What is being asked:
From the entries below, return only the lines starting at the one that contains "I am building" and ending at the one that contains "Summarize the content", exactly as they stand.

Listed entries:

※

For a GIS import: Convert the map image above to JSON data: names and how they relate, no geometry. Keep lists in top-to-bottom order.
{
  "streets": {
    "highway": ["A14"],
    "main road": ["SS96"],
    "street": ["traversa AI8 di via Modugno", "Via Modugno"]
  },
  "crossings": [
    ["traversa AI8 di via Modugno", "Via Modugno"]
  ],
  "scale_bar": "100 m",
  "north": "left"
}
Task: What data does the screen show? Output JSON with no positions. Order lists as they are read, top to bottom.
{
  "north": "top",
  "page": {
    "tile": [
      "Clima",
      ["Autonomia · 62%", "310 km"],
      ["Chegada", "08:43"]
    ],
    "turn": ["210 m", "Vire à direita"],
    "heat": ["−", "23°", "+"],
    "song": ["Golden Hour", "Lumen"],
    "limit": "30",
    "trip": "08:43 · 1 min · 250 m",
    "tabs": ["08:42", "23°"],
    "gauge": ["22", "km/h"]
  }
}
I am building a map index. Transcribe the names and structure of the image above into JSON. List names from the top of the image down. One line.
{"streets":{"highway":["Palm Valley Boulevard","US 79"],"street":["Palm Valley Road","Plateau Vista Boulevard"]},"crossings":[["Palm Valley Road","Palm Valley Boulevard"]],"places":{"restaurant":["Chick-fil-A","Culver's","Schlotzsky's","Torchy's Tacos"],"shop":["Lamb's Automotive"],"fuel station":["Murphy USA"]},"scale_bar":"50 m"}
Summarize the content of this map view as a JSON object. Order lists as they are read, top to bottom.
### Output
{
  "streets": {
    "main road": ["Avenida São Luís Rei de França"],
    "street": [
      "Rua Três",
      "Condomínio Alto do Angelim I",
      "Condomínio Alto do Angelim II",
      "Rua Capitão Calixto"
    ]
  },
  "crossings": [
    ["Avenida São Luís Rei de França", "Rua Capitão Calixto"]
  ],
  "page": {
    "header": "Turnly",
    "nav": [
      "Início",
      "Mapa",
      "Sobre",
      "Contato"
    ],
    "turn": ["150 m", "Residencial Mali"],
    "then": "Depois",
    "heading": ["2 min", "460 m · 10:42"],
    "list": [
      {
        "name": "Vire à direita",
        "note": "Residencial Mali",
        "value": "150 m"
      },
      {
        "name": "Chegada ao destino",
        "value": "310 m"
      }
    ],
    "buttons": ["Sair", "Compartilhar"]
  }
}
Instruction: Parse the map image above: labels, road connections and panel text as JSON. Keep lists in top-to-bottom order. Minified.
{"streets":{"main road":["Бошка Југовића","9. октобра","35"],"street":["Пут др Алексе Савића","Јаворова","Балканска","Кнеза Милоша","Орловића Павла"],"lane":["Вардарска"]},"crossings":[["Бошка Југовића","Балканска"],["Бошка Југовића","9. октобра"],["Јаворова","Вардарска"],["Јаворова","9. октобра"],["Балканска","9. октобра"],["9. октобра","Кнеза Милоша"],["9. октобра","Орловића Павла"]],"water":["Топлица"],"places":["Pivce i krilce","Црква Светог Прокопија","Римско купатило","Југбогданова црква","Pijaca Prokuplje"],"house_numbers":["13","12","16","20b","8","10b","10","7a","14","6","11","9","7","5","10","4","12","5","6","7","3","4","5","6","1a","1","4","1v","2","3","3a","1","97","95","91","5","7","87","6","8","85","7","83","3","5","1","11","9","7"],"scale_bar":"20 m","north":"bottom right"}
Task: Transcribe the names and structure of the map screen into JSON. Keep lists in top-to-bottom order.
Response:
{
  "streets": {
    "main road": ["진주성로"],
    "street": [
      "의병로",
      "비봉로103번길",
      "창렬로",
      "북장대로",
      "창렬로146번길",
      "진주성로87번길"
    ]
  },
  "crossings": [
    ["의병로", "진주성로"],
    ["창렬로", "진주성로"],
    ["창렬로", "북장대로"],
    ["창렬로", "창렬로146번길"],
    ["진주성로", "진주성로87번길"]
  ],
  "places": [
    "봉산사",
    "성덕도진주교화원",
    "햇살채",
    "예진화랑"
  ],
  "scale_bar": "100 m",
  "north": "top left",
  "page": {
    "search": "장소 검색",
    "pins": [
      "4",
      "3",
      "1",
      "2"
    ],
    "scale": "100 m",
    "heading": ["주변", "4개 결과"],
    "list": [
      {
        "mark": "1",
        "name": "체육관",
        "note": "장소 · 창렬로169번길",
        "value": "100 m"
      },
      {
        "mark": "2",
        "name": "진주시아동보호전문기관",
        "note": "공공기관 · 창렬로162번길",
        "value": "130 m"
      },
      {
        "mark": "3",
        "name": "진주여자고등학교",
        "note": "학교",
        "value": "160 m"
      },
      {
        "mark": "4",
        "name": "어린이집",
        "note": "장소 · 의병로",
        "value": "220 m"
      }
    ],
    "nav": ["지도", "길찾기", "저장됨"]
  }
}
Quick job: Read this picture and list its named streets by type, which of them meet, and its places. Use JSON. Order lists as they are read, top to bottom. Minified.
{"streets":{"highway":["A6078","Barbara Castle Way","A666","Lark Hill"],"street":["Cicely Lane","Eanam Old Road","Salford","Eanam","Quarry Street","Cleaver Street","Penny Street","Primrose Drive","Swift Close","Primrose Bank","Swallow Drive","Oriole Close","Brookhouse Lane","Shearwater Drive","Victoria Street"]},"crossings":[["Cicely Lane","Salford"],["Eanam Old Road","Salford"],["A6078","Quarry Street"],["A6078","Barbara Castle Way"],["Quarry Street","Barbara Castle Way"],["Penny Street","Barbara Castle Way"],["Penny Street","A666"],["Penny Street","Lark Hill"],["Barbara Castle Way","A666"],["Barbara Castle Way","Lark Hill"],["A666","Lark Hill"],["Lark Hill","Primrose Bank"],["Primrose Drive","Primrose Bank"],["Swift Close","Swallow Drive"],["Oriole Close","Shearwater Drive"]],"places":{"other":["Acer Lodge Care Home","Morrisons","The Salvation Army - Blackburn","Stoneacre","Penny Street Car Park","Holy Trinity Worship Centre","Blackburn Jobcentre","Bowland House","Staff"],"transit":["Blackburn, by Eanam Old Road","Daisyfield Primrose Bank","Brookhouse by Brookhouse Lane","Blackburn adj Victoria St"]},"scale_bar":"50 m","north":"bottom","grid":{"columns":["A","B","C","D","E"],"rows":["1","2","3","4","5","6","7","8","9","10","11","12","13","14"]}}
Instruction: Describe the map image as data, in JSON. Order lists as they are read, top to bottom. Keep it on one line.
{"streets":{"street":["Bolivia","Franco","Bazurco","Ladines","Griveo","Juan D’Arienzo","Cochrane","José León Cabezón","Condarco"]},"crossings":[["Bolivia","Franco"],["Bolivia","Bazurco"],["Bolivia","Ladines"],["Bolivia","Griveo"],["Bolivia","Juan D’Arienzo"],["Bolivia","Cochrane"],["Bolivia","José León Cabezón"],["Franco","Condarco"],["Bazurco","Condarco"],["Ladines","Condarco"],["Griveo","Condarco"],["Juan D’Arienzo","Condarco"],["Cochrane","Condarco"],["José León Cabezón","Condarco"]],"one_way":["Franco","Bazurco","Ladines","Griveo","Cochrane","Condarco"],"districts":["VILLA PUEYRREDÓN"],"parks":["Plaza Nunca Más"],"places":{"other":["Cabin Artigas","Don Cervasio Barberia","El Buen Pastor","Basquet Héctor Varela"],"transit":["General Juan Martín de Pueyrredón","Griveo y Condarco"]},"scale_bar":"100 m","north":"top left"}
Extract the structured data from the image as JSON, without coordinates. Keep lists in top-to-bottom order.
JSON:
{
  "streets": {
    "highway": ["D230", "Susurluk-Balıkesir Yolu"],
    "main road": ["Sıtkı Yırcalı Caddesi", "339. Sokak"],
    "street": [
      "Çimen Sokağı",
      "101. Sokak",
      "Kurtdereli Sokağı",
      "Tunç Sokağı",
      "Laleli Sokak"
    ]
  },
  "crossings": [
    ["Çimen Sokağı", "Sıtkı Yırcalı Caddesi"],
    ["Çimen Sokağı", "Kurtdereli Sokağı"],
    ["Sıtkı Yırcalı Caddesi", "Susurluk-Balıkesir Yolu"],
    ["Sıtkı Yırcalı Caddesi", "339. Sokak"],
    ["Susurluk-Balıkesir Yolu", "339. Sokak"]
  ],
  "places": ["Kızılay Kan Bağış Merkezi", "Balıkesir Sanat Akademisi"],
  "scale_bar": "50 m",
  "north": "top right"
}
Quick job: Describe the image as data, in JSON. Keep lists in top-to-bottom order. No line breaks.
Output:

※

Solution below:
I am building a map index. Transcribe the names and structure of the image above into JSON. List names from the top of the image down. One line.
{"streets":{"highway":["Palm Valley Boulevard","US 79"],"street":["Palm Valley Road","Plateau Vista Boulevard"]},"crossings":[["Palm Valley Road","Palm Valley Boulevard"]],"places":{"restaurant":["Chick-fil-A","Culver's","Schlotzsky's","Torchy's Tacos"],"shop":["Lamb's Automotive"],"fuel station":["Murphy USA"]},"scale_bar":"50 m"}
Summarize the content of this map view as a JSON object. Order lists as they are read, top to bottom.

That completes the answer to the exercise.